Le tango est une danse emblématique en Argentine. Buenos Aires vibre au son de ses pas et de ses mélodies, les Porteños se rendent dans les milongas le soir venu pour admirer les danseurs, professionnels comme amateurs. Nous avons plongé à la découverte de cette tradition empreinte à la fois de nostalgie et de jeunesse à travers un évènement phare de la vie dans la capitale : le mondial de tango, tous les ans au mois d’août à Buenos Aires.

La Usina del Arte fait partie des nombreux et florissants centres culturels de la capitale. Elle a été construite au début du XXe siècle et inaugurée en 1913. À l’origine, son architecte italien Giovanni Chiogna l’a désignée comme le Palacio de la Luz, abritant la compagnie argentine d’électricité, au cœur du quartier populaire de la Boca, au sud de Buenos Aires. C’est un édifice en brique, de type industriel. Il est rénové à la fin du siècle, on y ajoute alors une salle de musique, un petit cinéma, différentes pistes de danse et on remet à neuf sa structure de métal et de verre, qui permet de faire rentrer une lumière douce et poétique dans le bâtiment. La Usina del Arte possède une surface de 15 000 m² dédiée dans son intégralité aux arts. Musique, orchestre, danse, ballet et cinéma s’y retrouvent durant toute l’année. En outre, elle accueille tous les ans une partie des épreuves du mondial de tango.
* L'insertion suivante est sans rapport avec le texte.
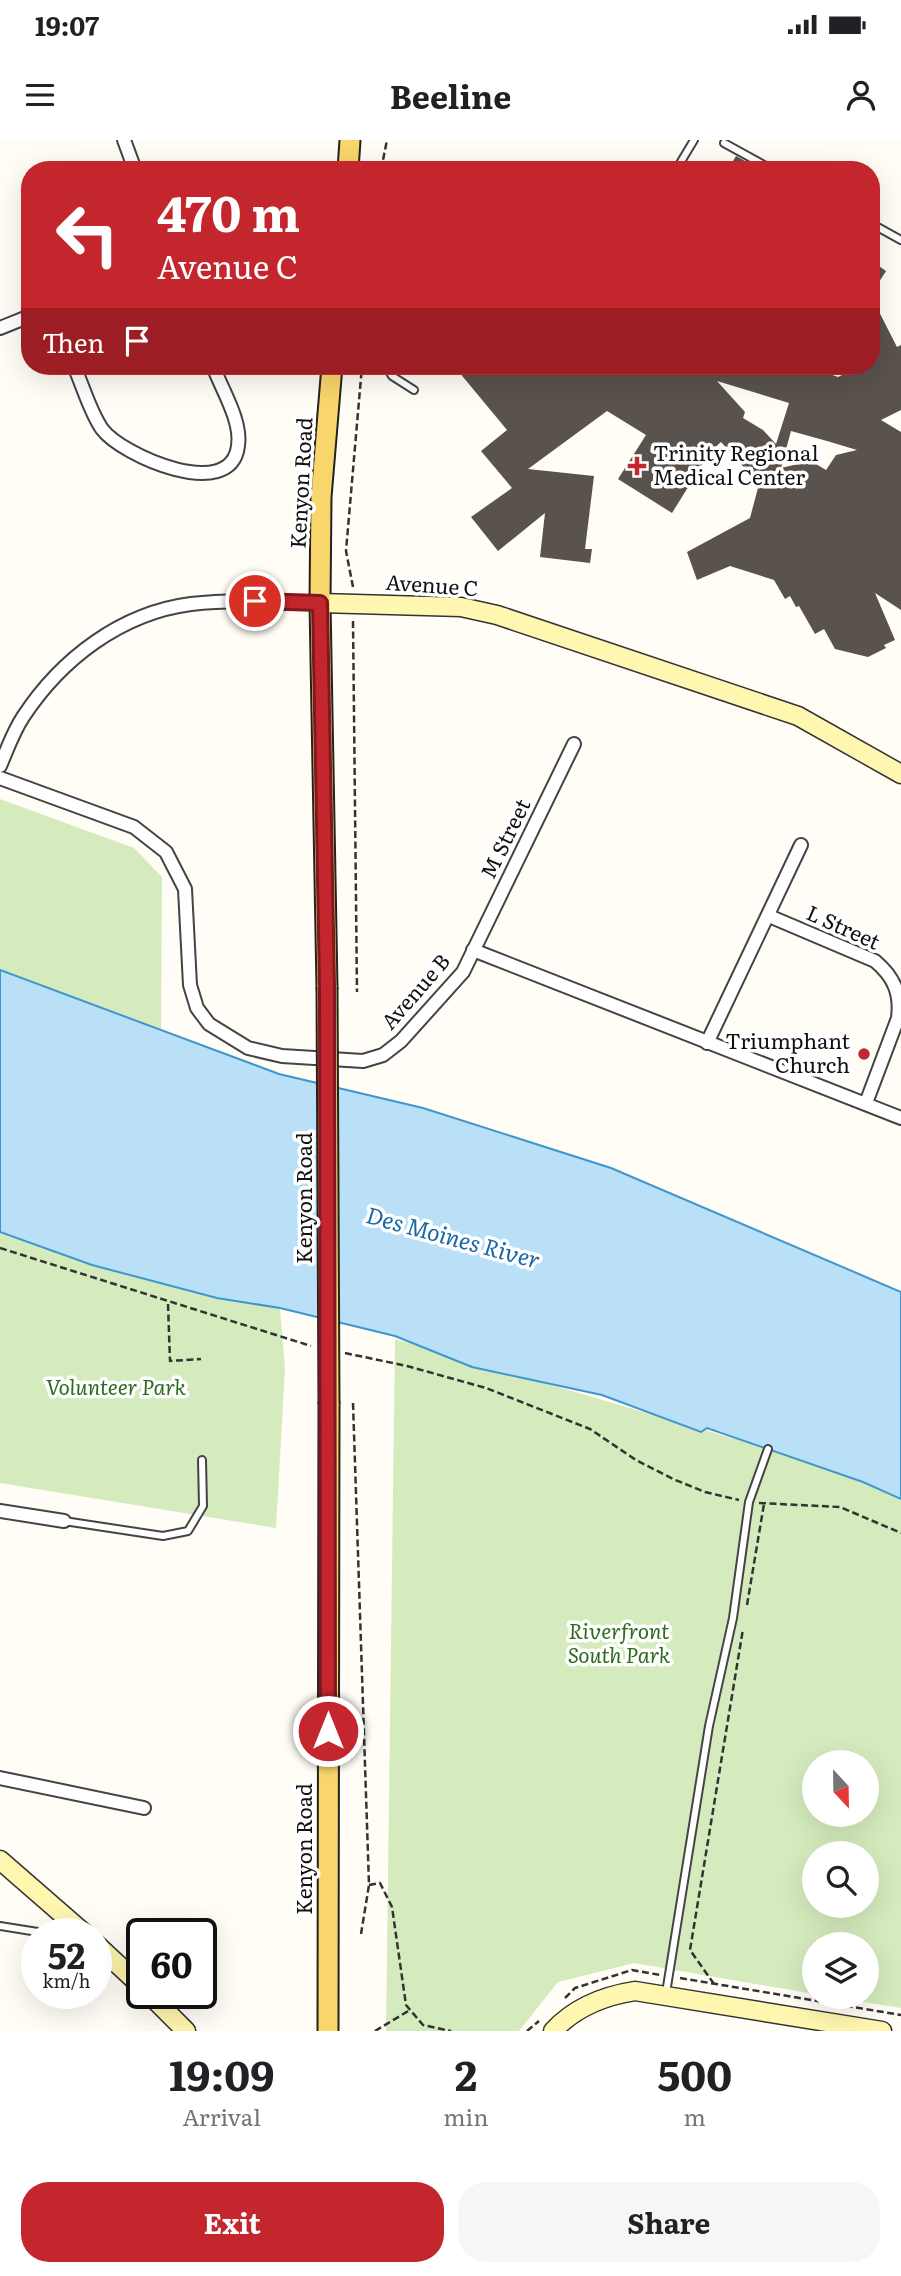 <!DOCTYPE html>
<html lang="en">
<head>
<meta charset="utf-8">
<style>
	body { margin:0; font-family:Literata,serif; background:#f6f6f6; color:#202124; height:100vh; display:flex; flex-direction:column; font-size:26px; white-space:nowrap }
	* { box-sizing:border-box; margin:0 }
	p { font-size:23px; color:#757577 }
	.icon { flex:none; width:38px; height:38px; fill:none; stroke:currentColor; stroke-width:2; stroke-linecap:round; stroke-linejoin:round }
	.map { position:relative; height:1891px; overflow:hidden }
	.side { display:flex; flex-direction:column; background:#fff; flex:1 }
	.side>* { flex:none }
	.banner { position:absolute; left:21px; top:21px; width:859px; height:214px; border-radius:28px; box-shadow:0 7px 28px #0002; background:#c4262e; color:#fff; overflow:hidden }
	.needle { width:46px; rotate:158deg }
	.controls { position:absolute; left:802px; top:1610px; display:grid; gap:14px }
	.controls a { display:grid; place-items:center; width:77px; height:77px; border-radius:50%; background:#fff; box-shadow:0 7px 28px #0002; font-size:35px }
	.speed { position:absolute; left:21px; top:1778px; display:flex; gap:14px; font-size:35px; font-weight:700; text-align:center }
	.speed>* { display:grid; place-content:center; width:91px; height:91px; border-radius:50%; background:#fff; box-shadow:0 7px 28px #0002; line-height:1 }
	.speed small { font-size:18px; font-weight:400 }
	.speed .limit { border:4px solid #111; border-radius:10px; background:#fff; color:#111 }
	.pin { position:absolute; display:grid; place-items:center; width:60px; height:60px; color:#fff; margin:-30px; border:4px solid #fff; border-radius:50%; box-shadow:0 2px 7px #0007 }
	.me { position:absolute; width:77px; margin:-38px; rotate:0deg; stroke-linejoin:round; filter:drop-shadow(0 0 5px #0008) }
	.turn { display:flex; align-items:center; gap:24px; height:147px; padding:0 21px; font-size:32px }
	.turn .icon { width:91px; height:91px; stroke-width:2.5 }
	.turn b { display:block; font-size:49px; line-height:60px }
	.then { display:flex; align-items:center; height:66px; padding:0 21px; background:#0003; gap:14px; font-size:26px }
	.eta { display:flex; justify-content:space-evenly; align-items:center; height:119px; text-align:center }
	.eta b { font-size:42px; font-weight:700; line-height:49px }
	.action { display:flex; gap:14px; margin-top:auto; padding:14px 21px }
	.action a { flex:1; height:80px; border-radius:28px; background:#c4262e; color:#fff; font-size:28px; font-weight:700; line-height:80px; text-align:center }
	.action a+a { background:#f6f6f6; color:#202124 }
	.status { display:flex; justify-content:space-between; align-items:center; height:49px; padding:0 35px; background:#fff; direction:ltr }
	.status svg { height:19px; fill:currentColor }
	header { display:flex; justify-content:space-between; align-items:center; height:91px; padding:0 21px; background:#fff; font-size:32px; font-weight:700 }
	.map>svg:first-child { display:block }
	.green { fill:#d5ebbd; fill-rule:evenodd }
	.water { fill:#b9e0f7; stroke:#3f96cf; stroke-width:2 }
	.building { fill:#5a524d; fill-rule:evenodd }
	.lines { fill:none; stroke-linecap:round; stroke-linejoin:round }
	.lane-casing { stroke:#444; stroke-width:10 }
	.street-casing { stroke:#444; stroke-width:16 }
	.secondary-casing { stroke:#333; stroke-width:21 }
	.primary-casing { stroke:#222; stroke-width:23 }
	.path { stroke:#333; stroke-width:2.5; stroke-dasharray:7 3.5; stroke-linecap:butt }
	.lane { stroke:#fff; stroke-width:6 }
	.street { stroke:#fff; stroke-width:12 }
	.secondary { stroke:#fff6b0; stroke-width:18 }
	.primary { stroke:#f9d66b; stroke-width:19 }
	.primary-bridge-casing { stroke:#222; stroke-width:23; stroke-linecap:butt }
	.primary-bridge { stroke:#f9d66b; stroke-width:19 }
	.route-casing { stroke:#7f191e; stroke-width:18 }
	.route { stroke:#c4262e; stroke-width:12 }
	.poi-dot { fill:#c4262e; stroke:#fff; stroke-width:2.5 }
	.labels { text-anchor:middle; stroke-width:7; stroke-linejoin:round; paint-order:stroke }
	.poi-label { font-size:21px; fill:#111; stroke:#fff; text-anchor:start }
	.street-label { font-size:21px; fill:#111; stroke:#fff }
	.park-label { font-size:21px; font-style:italic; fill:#2f6b1f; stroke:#fff }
	.water-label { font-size:23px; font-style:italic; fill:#1768a6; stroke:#fff }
</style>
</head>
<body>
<div class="status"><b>19:07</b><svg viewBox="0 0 49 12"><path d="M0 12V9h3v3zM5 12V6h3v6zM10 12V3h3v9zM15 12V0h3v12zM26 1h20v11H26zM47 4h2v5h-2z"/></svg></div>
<header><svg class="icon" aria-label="menu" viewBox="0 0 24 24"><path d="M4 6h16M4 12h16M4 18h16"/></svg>Beeline<svg class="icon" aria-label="person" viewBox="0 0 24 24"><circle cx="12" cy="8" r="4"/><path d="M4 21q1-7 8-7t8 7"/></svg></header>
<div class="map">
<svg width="901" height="1891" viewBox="0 0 901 1891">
	<rect width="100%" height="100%" fill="#fffdf5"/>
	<!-- green -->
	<g class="green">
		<polygon points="0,659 134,708 162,737 161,890 0,830"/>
		<path d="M 0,1092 C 92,1125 183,1152 280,1168 L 285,1228 L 276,1388 L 0,1343 Z"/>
		<path d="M 395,1199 L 766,1308 L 863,1342 L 901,1359 L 901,1868 L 832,1857 L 866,1857 L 866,1804 L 814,1804 L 814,1854 L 634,1823 L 558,1842 L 519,1891 L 386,1891 ZM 814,1622 L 866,1622 L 866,1675 L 814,1675 ZM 814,1713 L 866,1713 L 866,1766 L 814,1766 Z"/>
	</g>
	<!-- water -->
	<polygon class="water" points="0,830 279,934 423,968 611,1028 901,1152 901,1359 863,1342 707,1288 701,1292 602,1255 472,1227 395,1196 280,1168 217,1158 92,1125 0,1092"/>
	<!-- building -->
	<g class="building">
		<polygon points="736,16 761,30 728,30"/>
		<polygon points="872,121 886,131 872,153"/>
		<path d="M 872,158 L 897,207 L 901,205 L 901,270 L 881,280 L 901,292 L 901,470 L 875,453 L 895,500 L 884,505 L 886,508 L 868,517 L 835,509 L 824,489 L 815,494 L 799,466 L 796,467 L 790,456 L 785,459 L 774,440 L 730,426 L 697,440 L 687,412 L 750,378 L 759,344 L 721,302 L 710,312 L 672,373 L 618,339 L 646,295 L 607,271 L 528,329 L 594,336 L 585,409 L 592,409 L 590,423 L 540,417 L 545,373 L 498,411 L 471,377 L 512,348 L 481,311 L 507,290 L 454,226 L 807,226 L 838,237 L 860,226 L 872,226 ZM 717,241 L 789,263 L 776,304 L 763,290 L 743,278 L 745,272 ZM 791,291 L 827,301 L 857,310 L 836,315 L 826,330 L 811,321 L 781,328 Z"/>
	</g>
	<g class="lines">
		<defs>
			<g id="lane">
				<polyline points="724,3 773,30"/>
				<polyline points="676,30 694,0"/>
				<polyline points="872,84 901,100"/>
				<polyline points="386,226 392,236 414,250"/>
				<polyline points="64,1381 163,1396 188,1391 203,1366 202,1320"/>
				<polyline points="0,1786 44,1793"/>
				<polyline points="666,1853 709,1586 733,1478 749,1362 768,1309"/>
			</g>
			<g id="street">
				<polyline points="124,0 135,30"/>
				<polyline points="0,188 30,176"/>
				<path d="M 74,226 C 83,246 90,272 102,289 C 122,316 231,363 238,306 C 242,281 222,250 213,226"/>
				<path d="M 0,626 C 7,610 13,592 23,577 C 61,519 121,473 191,464 C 233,459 277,462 320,463"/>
				<polyline points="0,638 134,687 166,712 185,749 190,845 197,868 209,884 248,908 282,916 363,921 383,915 401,901 463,832 574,604"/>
				<path d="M 769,776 L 875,821 C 894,837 901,853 898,878 L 866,963"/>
				<polyline points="473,810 901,978"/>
				<polyline points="707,903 801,705"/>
				<polyline points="0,1371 64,1381"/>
				<polyline points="0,1638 144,1668"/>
			</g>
			<g id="secondary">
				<polyline points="320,463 461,467 497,475 798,576 901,634"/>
				<polyline points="0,1720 85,1794"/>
				<polyline points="96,1804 142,1847"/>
				<polyline points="148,1853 186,1891"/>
				<path d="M 553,1891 C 575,1867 603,1856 635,1851 L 882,1891"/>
			</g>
			<g id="primary">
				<polyline points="348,30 350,0"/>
				<polyline points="327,847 320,463 321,357 332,226"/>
				<polyline points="328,1891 329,1264"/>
			</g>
		</defs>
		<!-- lane casing -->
		<use href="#lane" class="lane-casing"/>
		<!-- street casing -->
		<use href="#street" class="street-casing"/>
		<!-- secondary casing -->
		<use href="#secondary" class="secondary-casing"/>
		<!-- primary casing -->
		<use href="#primary" class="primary-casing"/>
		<!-- path -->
		<g class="path">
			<polyline points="381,30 387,0"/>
			<polyline points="353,447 346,411 362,226"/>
			<polyline points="353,481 357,852"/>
			<polyline points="0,1108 311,1206"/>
			<polyline points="168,1164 170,1221 201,1219"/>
			<polyline points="345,1213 407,1226 486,1248 590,1289 636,1320 673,1339 705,1352 739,1360"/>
			<polyline points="353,1263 369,1745 361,1794"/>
			<polyline points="759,1363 840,1367 901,1393"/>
			<polyline points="747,1465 764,1364"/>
			<polyline points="369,1745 380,1743 392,1767 406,1865 423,1885 451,1891"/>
			<polyline points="680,1838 901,1875"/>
			<polyline points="714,1844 690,1810 743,1489"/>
			<polyline points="565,1858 575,1848 632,1830 660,1835"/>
			<polyline points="375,1891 410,1870"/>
			<polyline points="527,1891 539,1881"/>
		</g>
		<!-- lane -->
		<use href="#lane" class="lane"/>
		<!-- street -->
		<use href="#street" class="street"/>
		<!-- secondary -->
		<use href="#secondary" class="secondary"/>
		<!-- primary -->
		<use href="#primary" class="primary"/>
		<defs>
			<polyline id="primary-bridge" points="327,847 329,1264"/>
		</defs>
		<!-- primary-bridge casing -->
		<use href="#primary-bridge" class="primary-bridge-casing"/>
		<!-- primary-bridge -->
		<use href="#primary-bridge" class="primary-bridge"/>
	</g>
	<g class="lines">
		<defs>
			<polyline id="route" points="255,461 320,463 327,847 328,1591"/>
		</defs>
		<!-- route casing -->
		<use href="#route" class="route-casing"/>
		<!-- route -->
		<use href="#route" class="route"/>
	</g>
	<!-- markers -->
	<g class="poi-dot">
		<path d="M633.5 315.5h7v7h7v7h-7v7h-7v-7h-7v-7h7z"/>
		<circle cx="864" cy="914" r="7"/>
	</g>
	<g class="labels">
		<!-- poi labels -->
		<g class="poi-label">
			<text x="653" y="321">Trinity Regional<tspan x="653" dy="24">Medical Center</tspan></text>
			<text x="850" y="909" text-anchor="end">Triumphant<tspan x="850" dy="24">Church</tspan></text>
		</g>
		<!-- street labels -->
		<g class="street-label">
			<text transform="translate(302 343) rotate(-87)" y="7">Kenyon Road</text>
			<text transform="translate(432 446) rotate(4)" y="7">Avenue C</text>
			<text transform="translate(506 699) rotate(-64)" y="7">M Street</text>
			<text transform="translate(843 788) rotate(24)" y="7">L Street</text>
			<text transform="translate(416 852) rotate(-49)" y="7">Avenue B</text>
			<text transform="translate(305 1058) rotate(-90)" y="7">Kenyon Road</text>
			<text transform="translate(305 1709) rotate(-90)" y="7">Kenyon Road</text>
		</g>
		<!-- park labels -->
		<g class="park-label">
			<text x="116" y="1255">Volunteer Park</text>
			<text x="619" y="1499">Riverfront<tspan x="619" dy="24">South Park</tspan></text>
		</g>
		<!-- water labels -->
		<g class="water-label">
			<text transform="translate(453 1098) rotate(15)" y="8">Des Moines River</text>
		</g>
	</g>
</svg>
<div class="controls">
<a><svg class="needle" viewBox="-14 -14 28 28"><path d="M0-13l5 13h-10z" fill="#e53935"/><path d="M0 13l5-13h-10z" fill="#757577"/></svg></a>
<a><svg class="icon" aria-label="search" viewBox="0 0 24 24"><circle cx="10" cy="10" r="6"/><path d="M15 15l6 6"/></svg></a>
<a><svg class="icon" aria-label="layers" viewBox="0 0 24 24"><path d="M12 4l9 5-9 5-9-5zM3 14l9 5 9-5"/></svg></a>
</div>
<div class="speed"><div>52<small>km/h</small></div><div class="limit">60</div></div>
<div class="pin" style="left:255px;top:461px;background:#d93025"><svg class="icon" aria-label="arrive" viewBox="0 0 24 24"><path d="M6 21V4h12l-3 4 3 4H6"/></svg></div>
<svg class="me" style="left:328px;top:1591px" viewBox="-20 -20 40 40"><circle r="17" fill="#c4262e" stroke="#fff" stroke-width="3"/><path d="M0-11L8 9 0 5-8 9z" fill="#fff"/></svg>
<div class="banner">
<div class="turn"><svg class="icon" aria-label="left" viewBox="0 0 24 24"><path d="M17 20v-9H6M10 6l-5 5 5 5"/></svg><div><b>470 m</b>Avenue C</div></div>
<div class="then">Then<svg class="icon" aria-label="arrive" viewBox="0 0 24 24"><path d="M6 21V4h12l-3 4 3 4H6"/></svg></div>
</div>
</div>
<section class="side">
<div class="eta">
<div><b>19:09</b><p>Arrival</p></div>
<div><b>2</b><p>min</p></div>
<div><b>500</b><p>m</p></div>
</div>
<div class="action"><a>Exit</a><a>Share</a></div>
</section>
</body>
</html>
En parallèle du mondial de tango se déroule également le festival international. Ils existent tous deux depuis 2003 et regroupent chaque année plus de 500 000 spectateurs. Le mondial rassemble cette année 700 couples en compétition lors des différents tours, tandis que le festival invite tous les amateurs à des évènements collatéraux : concerts, milongas, cours de danse. Le festival et le mondial de tango sont devenus année après année des incontournables de la culture de la capitale.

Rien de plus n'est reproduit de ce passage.